▸ **Problem requirements**
Pictures should be left out while the data beneath this task is written out word for word.

******************************

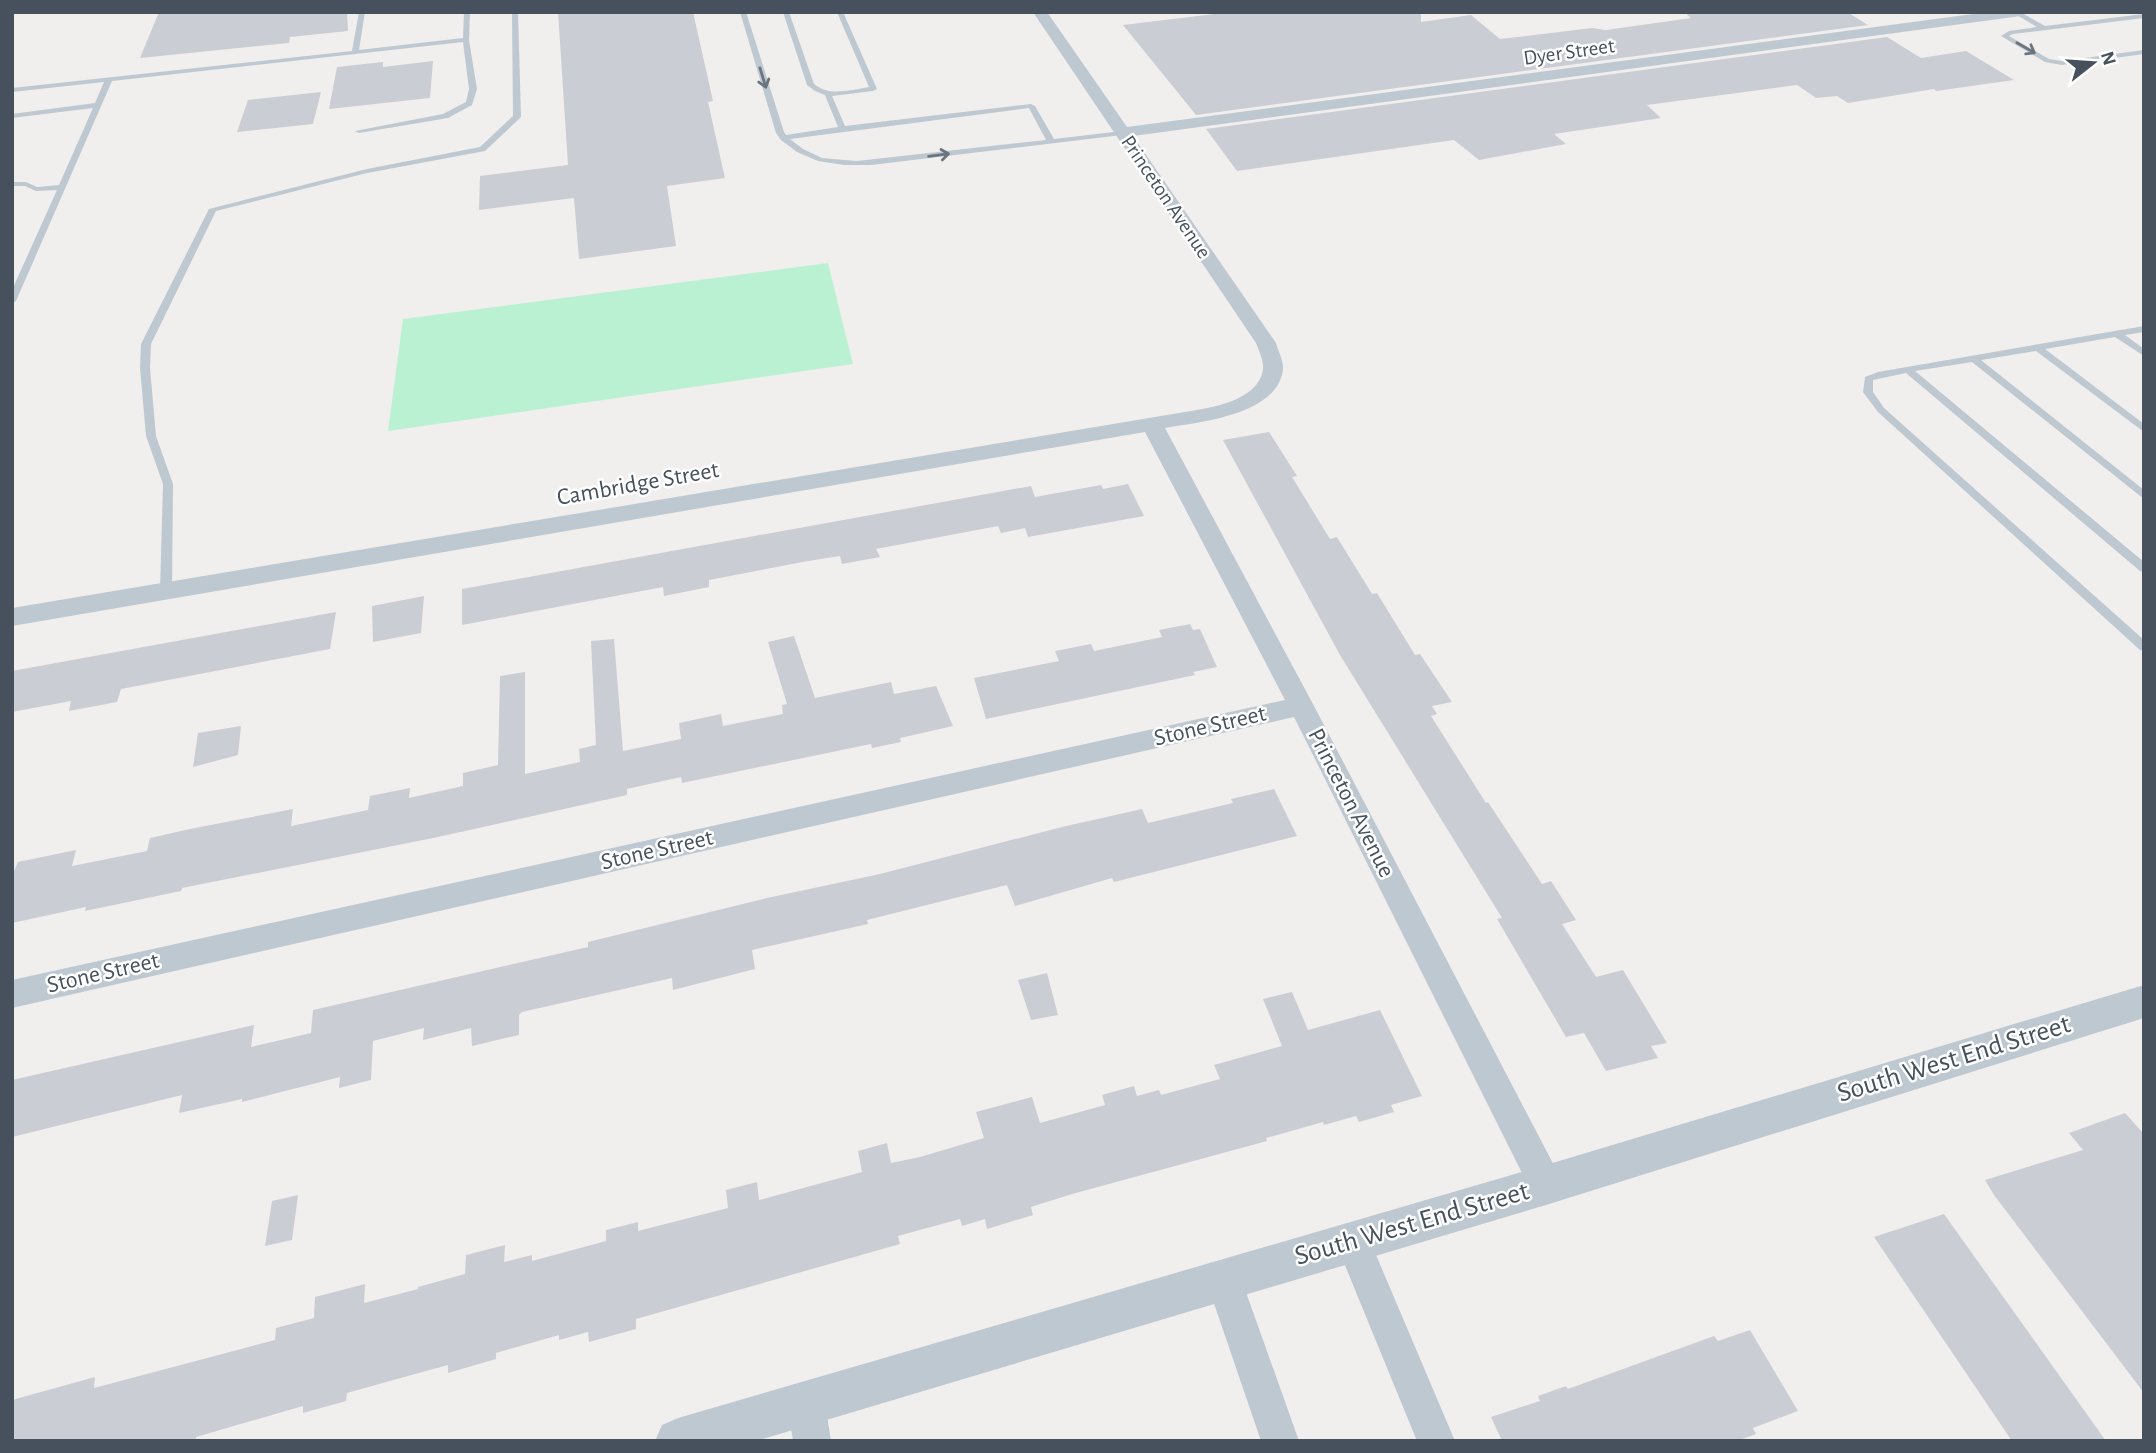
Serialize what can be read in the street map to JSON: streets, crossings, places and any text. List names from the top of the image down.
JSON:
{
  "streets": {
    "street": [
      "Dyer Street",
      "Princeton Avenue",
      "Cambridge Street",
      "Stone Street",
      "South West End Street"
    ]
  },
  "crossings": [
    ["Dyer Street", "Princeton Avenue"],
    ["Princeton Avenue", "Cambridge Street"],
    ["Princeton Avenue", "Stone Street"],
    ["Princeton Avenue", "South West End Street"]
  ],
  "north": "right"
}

******************************

▸ **Answer to this task**
Serialize what can be read in the street map to JSON: streets, crossings, places and any text. List names from the top of the image down.
JSON:
{
  "streets": {
    "street": [
      "Dyer Street",
      "Princeton Avenue",
      "Cambridge Street",
      "Stone Street",
      "South West End Street"
    ]
  },
  "crossings": [
    ["Dyer Street", "Princeton Avenue"],
    ["Princeton Avenue", "Cambridge Street"],
    ["Princeton Avenue", "Stone Street"],
    ["Princeton Avenue", "South West End Street"]
  ],
  "north": "right"
}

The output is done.